-- MATERIAL SHOWN --
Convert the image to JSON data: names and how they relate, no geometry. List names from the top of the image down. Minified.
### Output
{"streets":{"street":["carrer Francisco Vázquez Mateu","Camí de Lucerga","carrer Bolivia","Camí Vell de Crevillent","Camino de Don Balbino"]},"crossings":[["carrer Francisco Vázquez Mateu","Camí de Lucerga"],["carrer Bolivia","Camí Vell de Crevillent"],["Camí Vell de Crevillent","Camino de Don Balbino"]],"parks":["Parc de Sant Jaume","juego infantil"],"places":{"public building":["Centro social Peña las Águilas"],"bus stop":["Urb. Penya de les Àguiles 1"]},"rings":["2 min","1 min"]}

...

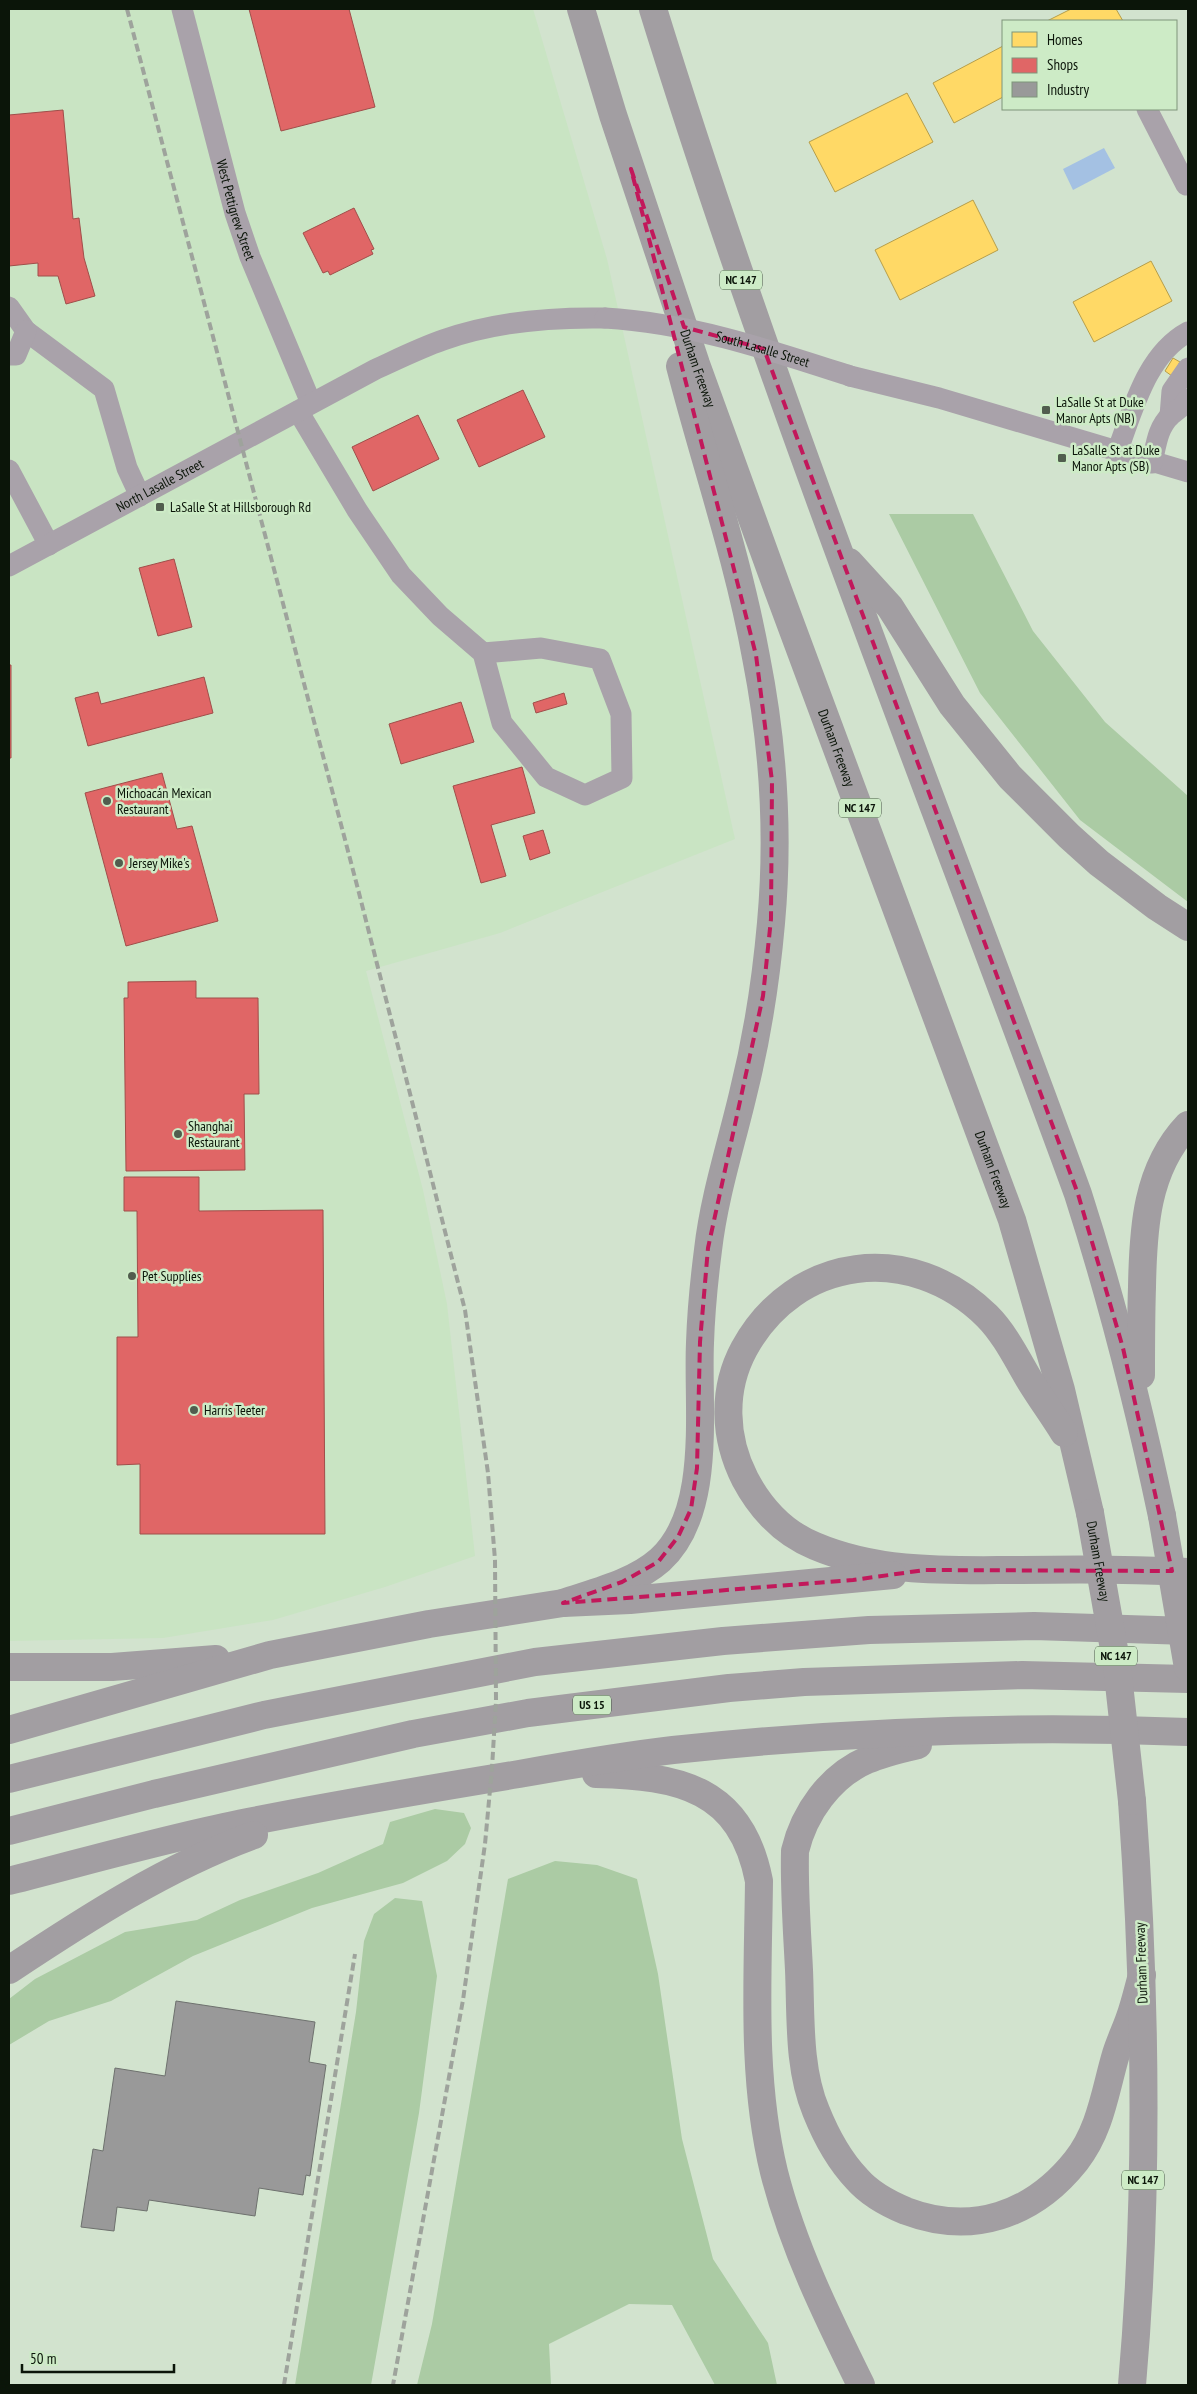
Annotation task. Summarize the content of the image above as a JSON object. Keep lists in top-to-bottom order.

-- INSTRUCTIONS TO FOLLOW --
Find the count of lines in the data above where the string "image" occurs. Provide that number alone.

-- OUTPUT FOR THIS EXERCISE --
2